Title: New architectural optical character recognition approach for cursive fonts: the historical Maghrebian font as an example

Authors: Ilyes Ouled Omar; Sofiene Haboubi; Faouzi Benzarti

Addresses: LR11ES17 – Signals, Images and Information Technologies Laboratory, National Engineering School of Tunis, University of Tunis El Manar, BP 37, 1002, Tunis, Tunisia ' LR11ES17 – Signals, Images and Information Technologies Laboratory, National Engineering School of Tunis, University of Tunis El Manar, BP 37, 1002, Tunis, Tunisia ' LR11ES17 – Signals, Images and Information Technologies Laboratory, National Engineering School of Tunis, University of Tunis El Manar, BP 37, 1002, Tunis, Tunisia

Abstract: The historical Maghrebian font is an Arabic font that dominated in several North African lands. Various cultural and scientific papers of major importance were developed using this font. In this paper, the full OCR architecture that is able to treat the specificity of the historical Maghrebian font is revealed. Further, a complete design with the accuracy of each module is provided.
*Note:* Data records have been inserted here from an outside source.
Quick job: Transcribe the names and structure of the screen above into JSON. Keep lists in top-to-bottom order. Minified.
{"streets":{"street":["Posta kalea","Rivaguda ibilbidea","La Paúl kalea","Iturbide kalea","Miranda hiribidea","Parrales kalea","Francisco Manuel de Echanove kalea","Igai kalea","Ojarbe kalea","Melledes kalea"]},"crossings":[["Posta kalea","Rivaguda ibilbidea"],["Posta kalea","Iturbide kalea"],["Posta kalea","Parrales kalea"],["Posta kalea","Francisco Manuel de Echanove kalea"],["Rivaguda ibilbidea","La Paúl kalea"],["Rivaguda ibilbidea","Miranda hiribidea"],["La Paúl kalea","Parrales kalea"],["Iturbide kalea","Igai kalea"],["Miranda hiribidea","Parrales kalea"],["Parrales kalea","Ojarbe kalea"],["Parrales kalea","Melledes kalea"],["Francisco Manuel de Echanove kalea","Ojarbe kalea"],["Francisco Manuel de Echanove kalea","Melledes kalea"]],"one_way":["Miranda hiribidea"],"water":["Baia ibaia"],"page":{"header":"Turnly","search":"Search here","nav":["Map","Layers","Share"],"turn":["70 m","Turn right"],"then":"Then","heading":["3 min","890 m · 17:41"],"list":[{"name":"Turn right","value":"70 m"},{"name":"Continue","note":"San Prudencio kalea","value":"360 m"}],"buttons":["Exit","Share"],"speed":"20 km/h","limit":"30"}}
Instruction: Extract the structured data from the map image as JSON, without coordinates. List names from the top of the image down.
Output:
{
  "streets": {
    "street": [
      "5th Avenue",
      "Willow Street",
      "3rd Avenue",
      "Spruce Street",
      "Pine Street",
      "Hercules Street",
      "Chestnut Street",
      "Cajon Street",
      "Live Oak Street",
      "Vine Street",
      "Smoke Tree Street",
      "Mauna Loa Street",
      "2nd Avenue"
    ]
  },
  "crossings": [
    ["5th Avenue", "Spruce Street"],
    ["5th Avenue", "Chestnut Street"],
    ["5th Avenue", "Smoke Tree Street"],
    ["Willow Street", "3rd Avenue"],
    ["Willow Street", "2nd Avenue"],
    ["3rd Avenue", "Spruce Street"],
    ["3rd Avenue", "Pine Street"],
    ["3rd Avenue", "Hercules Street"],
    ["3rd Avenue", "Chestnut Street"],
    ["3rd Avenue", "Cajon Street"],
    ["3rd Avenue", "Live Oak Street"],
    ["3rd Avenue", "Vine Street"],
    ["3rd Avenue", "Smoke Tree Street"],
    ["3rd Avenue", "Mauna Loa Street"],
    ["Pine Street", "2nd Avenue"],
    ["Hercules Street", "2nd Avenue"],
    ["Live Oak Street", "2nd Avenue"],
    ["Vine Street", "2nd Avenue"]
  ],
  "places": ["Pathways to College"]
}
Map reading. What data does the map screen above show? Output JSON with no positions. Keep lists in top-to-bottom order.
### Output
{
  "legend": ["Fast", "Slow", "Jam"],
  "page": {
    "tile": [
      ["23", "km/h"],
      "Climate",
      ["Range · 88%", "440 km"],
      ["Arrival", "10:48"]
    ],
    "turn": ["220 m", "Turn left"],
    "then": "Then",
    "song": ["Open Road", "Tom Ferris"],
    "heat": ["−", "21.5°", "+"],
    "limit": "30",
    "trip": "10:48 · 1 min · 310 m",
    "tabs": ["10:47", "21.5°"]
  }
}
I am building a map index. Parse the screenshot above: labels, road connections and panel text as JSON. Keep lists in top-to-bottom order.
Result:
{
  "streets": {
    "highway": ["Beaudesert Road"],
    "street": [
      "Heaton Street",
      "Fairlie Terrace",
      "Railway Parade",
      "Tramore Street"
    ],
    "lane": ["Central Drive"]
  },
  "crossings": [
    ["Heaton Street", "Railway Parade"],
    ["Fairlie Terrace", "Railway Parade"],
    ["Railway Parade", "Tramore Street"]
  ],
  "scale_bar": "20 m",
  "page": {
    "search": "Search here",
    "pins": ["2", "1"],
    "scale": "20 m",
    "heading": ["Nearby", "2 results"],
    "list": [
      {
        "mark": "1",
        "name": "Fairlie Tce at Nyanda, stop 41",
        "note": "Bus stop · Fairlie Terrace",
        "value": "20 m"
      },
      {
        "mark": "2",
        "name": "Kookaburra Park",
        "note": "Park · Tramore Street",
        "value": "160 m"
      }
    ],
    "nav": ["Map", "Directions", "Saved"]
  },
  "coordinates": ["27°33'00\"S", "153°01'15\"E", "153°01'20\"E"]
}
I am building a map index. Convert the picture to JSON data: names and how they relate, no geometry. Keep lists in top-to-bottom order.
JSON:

The novel OCR architecture includes a binarisation module based on deep neural networks with an accuracy of 98.1%. Moreover, it involves three segmentation tasks based on deep learning approaches for text/non-text separation, columns division and connected components segmentations. The classification task is based on the DenseNet model with an accuracy of 98.95%. The post-processing module is also based on deep learning approaches based on sequential modelling with an accuracy of 81.3%. It also includes a user-feedback stage with an accuracy of 94.7%. The total system accuracy is 89.06%.

Keywords: optical character recognition; OCR; cursive historical documents; Maghrebian font database; deep learning.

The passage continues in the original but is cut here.